Sushi Virgins

By Crystal Gutierrez and Guadalupe Ortega, Fremont High School

As we walked into our journalism class Mr. Hwang was taking out sushi and some other weird-looking food from grocery bags and neatly setting them up on a desk. When he finished he stood in front of class and asked for everyone to please sit down. To our surprise Arturo, a classmate, was handing out chopsticks to the class.
We immediately knew we were going to have a sushi feast but most of us had no clue what so ever how to use chop sticks or what we were about to taste.

“Don’t worry I’m about to teach you guys how to properly use them,” Mr. Hwang said. Everyone felt relived and started unwrapping their sticks. I however broke my sticks–known to be bad luck– and my friend Chelsea, stabbed her food with her chopsticks—a gesture believed to invite ghosts.

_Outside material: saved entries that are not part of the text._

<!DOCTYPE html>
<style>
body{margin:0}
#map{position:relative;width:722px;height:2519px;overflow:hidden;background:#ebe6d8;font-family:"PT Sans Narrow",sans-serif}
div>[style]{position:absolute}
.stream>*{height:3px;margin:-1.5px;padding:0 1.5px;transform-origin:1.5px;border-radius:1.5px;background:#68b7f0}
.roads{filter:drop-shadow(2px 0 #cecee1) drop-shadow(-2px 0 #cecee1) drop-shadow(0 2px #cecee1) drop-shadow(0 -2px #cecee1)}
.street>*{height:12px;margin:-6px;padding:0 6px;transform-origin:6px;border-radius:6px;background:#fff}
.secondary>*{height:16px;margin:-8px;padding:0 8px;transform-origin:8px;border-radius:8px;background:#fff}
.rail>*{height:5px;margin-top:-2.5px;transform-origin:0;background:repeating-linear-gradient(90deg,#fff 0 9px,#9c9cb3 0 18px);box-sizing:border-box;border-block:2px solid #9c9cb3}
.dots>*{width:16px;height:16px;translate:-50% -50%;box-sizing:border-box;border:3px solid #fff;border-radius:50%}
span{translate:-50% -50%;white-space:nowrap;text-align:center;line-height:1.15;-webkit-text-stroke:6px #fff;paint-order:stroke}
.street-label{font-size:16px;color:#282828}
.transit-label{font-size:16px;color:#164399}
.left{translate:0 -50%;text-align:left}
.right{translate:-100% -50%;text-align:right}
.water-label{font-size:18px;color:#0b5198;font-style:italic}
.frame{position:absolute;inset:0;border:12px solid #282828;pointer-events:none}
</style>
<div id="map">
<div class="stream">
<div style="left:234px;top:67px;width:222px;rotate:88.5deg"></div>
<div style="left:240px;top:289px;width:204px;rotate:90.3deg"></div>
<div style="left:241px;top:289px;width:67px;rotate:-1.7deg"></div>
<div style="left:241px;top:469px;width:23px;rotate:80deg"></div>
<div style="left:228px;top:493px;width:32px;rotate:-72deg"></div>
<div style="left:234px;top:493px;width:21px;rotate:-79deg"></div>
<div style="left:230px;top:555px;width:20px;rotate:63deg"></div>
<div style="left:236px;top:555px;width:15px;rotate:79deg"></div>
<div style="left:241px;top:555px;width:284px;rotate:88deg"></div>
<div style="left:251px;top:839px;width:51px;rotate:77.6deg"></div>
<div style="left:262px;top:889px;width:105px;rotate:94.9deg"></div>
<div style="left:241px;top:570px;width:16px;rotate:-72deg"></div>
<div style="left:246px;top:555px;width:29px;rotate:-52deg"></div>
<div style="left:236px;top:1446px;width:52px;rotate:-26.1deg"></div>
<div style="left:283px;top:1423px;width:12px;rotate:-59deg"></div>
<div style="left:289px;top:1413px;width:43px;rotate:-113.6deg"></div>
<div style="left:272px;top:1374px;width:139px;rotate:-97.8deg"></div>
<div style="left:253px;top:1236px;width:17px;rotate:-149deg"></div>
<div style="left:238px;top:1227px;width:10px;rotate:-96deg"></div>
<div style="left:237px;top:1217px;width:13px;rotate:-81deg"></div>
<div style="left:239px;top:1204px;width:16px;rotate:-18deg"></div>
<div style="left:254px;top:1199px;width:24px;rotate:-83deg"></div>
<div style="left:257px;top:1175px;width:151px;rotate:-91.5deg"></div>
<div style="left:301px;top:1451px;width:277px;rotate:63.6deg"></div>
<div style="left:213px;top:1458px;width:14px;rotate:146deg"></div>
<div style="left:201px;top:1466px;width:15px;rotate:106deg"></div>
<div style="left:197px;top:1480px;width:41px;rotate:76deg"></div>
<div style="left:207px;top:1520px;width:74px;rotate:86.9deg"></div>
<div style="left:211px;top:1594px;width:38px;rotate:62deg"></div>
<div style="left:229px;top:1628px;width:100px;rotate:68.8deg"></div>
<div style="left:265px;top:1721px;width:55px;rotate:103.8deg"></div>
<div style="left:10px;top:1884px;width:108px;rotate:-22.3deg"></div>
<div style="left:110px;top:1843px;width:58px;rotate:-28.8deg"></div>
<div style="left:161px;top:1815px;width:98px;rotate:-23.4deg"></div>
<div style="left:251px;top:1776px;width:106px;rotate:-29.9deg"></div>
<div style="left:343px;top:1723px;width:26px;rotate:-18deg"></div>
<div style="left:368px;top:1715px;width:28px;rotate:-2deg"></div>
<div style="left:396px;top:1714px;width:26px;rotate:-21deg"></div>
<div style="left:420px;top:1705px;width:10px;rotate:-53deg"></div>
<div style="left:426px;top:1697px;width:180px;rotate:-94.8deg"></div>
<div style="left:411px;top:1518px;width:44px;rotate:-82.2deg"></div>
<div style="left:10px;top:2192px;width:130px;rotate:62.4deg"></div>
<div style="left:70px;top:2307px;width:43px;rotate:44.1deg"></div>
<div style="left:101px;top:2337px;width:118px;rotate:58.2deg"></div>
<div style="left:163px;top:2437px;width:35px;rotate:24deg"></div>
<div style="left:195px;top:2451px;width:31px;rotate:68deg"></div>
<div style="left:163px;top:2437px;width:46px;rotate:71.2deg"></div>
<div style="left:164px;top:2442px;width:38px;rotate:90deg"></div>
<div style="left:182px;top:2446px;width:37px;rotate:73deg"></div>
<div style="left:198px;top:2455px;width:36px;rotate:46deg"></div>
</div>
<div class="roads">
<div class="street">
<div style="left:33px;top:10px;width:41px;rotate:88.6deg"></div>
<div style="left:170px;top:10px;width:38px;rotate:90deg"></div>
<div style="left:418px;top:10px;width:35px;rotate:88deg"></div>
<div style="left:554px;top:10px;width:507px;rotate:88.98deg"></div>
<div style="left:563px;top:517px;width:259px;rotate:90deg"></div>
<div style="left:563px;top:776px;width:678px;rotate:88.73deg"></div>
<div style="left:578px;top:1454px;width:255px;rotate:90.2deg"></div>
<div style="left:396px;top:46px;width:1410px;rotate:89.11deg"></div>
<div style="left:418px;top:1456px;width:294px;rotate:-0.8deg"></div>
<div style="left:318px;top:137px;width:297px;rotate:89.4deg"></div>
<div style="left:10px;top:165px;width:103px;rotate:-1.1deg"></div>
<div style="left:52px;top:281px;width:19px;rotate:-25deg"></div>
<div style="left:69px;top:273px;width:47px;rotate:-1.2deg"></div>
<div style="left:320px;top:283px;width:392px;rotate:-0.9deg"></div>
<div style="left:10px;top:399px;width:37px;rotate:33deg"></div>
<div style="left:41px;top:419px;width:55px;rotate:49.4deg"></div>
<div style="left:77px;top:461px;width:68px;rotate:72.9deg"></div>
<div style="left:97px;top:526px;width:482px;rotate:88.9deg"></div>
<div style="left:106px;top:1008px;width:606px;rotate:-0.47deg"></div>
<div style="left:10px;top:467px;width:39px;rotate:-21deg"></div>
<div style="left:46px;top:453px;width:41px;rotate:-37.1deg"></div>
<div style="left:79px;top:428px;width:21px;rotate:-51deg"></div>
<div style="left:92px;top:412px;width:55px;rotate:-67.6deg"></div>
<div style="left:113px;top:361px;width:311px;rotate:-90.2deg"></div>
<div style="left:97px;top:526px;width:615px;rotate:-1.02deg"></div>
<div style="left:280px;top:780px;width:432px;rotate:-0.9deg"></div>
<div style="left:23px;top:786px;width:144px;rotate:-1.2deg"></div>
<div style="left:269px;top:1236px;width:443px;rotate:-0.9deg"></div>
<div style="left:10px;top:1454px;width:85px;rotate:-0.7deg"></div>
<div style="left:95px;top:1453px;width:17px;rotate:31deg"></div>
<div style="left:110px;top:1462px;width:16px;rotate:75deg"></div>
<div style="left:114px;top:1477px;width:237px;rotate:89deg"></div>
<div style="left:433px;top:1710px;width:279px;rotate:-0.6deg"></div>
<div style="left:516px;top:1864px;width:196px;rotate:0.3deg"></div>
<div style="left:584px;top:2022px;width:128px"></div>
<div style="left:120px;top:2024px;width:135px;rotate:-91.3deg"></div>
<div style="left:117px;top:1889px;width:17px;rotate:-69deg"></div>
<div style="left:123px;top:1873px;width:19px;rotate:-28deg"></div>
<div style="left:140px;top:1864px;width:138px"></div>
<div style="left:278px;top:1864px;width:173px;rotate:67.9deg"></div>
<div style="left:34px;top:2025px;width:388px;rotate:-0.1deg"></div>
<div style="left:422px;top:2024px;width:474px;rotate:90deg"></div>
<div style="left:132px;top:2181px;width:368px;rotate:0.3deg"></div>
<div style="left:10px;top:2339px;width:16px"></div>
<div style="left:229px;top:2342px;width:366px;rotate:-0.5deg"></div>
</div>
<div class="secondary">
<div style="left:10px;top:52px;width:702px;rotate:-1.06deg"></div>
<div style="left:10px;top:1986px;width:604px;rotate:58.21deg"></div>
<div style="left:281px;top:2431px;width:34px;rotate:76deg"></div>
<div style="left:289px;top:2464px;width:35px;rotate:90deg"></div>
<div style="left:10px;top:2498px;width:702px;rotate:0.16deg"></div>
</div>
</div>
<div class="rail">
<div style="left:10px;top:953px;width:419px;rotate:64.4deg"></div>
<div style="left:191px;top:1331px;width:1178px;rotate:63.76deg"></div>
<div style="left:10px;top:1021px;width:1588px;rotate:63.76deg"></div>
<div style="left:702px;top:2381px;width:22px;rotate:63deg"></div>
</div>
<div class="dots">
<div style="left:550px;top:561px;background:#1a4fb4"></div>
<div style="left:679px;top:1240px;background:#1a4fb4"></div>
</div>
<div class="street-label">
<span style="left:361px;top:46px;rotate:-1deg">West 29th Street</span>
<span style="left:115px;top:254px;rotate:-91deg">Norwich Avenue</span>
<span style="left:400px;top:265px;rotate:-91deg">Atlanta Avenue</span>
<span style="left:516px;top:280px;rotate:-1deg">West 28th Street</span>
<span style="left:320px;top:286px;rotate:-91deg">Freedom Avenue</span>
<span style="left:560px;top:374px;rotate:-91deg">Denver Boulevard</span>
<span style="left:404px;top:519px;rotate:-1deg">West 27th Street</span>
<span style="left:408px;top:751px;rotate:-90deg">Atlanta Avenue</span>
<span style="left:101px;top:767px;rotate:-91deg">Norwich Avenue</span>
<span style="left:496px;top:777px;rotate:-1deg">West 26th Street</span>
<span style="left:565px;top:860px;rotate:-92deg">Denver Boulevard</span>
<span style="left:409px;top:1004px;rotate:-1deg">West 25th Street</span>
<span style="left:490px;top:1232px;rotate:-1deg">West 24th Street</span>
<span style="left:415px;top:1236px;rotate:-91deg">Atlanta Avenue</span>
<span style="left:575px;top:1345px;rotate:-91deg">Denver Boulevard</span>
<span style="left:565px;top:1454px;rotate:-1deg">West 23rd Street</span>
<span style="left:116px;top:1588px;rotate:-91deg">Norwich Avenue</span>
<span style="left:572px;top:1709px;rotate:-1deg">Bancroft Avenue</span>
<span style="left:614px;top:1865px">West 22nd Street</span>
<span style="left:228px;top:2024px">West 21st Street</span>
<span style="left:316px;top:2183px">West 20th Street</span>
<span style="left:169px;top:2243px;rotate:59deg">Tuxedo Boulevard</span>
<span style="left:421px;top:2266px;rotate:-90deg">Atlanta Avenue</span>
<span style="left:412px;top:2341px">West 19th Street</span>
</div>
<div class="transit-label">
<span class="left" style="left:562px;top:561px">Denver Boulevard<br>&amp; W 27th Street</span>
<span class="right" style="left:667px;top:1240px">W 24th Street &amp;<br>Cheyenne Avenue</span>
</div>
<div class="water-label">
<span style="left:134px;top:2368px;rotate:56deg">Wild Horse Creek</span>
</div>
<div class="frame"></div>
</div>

The correct way to use your chopsticks is to wedge one in between your thumb and index finger and then place the other about an inch parallel to the other chopstick.

What I expected was nothing to what I tasted. I expected this weird raw tasting fish with gooey substances, but as I bit into the sushi I was surprised by its wonderful taste. I was eating dry seaweed with sticky white rice and other healthy veggies. Chelsea didn’t like it she said it tasted like, “salty, yet sugary fish”, but what I tasted was yummy non-fish tasting spongy sweet rice. Our sushi, unlike most, had no raw fish in it.

To top off our meal we had Mochi, a spongy rice cake filled with sweet red beans in the center. It was very sweet but I didn’t really like it. The Mochi tasted very different to other desserts that I’m used to such as chocolate cake or ice cream but everybody in the class seemed to like it.

Trying something new to eat helped me discover a new culture. Eating sushi was like going to Japan for my first time.